» What is being asked
Within the listing below, how many lines hold "frame"? Reply with that number and no other text.

====== Entries supplied

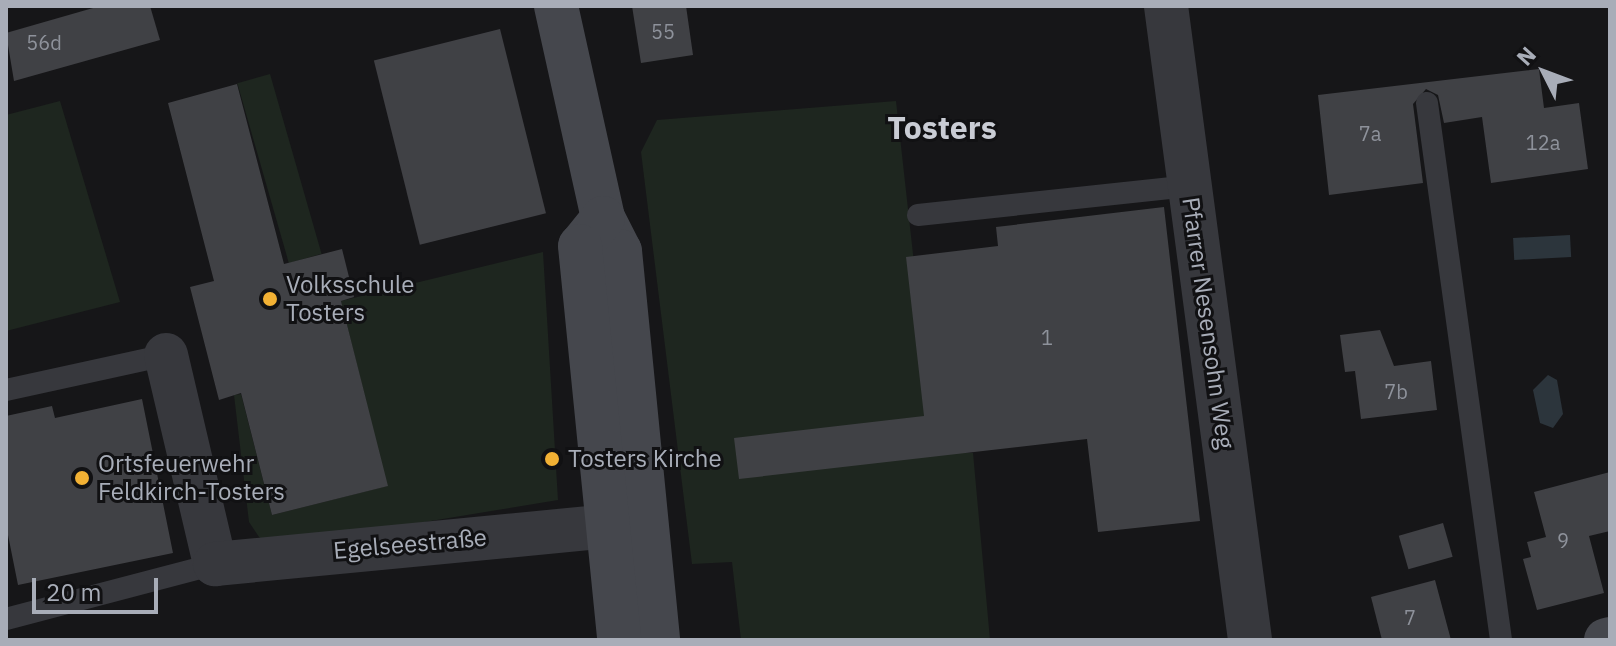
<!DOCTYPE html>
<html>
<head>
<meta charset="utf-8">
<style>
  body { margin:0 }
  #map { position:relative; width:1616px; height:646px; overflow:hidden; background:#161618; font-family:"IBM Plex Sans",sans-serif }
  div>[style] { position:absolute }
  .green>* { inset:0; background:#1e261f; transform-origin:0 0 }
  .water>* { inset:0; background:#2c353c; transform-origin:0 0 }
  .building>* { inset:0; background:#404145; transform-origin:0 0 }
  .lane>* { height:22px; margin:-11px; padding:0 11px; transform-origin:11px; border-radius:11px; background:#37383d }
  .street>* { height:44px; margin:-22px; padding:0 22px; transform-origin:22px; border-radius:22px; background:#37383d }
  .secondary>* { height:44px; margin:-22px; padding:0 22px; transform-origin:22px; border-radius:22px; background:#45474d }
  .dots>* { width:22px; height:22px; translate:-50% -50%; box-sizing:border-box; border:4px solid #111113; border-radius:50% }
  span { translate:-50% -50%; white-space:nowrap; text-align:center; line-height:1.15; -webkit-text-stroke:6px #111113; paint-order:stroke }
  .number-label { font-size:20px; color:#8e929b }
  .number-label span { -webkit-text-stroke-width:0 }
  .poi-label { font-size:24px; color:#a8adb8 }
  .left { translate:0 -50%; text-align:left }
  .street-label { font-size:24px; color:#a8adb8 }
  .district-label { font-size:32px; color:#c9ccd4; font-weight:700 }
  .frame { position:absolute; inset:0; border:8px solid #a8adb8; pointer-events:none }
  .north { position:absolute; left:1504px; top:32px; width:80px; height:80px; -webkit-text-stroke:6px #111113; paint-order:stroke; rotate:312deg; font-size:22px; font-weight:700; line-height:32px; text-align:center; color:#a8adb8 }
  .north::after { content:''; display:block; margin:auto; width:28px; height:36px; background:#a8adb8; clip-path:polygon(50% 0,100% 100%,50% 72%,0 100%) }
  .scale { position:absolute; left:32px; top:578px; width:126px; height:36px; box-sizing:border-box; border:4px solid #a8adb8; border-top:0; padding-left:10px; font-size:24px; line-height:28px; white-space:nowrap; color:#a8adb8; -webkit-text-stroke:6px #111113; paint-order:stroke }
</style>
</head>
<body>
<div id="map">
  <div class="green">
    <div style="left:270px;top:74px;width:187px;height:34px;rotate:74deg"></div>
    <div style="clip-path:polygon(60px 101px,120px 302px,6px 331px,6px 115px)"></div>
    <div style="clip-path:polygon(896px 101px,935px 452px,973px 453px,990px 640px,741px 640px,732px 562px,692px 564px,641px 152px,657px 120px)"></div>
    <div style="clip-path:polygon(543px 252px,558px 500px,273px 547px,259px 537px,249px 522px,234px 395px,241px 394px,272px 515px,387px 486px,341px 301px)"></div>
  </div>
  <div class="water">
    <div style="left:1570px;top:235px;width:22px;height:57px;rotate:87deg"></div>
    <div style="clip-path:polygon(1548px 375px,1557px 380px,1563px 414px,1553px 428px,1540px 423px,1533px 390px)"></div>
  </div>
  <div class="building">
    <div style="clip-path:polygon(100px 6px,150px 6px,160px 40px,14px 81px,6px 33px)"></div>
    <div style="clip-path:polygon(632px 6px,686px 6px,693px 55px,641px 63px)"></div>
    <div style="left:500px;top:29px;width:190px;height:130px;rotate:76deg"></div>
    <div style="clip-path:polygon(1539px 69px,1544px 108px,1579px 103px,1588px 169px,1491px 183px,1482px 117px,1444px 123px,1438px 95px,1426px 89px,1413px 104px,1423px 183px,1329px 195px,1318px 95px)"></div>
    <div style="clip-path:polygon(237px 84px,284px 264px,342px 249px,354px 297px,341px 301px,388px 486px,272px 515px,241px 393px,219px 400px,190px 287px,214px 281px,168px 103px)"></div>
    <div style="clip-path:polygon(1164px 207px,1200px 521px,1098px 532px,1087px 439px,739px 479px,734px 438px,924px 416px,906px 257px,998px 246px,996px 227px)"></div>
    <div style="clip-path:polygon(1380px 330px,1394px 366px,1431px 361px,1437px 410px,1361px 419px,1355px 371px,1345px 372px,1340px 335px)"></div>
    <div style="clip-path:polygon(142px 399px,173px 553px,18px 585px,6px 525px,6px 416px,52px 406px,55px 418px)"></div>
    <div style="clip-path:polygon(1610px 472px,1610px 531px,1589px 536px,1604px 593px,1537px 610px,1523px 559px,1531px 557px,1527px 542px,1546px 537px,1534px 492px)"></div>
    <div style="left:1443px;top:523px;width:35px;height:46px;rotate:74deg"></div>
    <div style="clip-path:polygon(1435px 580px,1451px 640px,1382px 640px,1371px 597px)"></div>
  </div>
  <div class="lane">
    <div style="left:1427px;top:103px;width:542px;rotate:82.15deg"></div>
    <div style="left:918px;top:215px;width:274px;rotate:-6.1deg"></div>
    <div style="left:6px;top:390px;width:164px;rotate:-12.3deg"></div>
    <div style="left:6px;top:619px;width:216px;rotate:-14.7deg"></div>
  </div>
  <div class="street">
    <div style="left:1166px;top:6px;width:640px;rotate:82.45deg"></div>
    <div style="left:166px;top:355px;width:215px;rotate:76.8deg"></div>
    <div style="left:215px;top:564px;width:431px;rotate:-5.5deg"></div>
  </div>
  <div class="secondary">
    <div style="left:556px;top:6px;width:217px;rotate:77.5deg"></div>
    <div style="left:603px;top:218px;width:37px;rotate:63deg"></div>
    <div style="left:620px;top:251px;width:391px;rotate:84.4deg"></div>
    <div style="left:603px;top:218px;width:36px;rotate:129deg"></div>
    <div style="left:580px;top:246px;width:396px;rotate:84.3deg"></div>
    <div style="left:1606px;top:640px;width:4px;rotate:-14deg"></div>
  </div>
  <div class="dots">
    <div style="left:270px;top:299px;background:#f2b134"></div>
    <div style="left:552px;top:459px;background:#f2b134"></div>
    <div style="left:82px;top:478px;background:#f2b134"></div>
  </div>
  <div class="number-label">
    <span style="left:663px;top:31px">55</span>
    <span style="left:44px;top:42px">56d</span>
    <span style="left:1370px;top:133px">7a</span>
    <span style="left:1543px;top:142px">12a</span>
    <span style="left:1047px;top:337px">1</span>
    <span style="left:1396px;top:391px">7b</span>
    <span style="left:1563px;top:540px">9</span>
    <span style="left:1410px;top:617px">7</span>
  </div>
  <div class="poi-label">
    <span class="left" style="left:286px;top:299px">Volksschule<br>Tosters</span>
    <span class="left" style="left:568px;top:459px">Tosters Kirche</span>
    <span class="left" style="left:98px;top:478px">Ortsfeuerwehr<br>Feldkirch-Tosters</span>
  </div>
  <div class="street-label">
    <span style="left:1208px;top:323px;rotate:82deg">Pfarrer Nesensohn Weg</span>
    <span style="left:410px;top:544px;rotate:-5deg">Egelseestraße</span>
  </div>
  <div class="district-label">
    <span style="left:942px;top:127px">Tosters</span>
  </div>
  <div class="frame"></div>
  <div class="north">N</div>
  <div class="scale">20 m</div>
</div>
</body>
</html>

============

» Exercise solution
2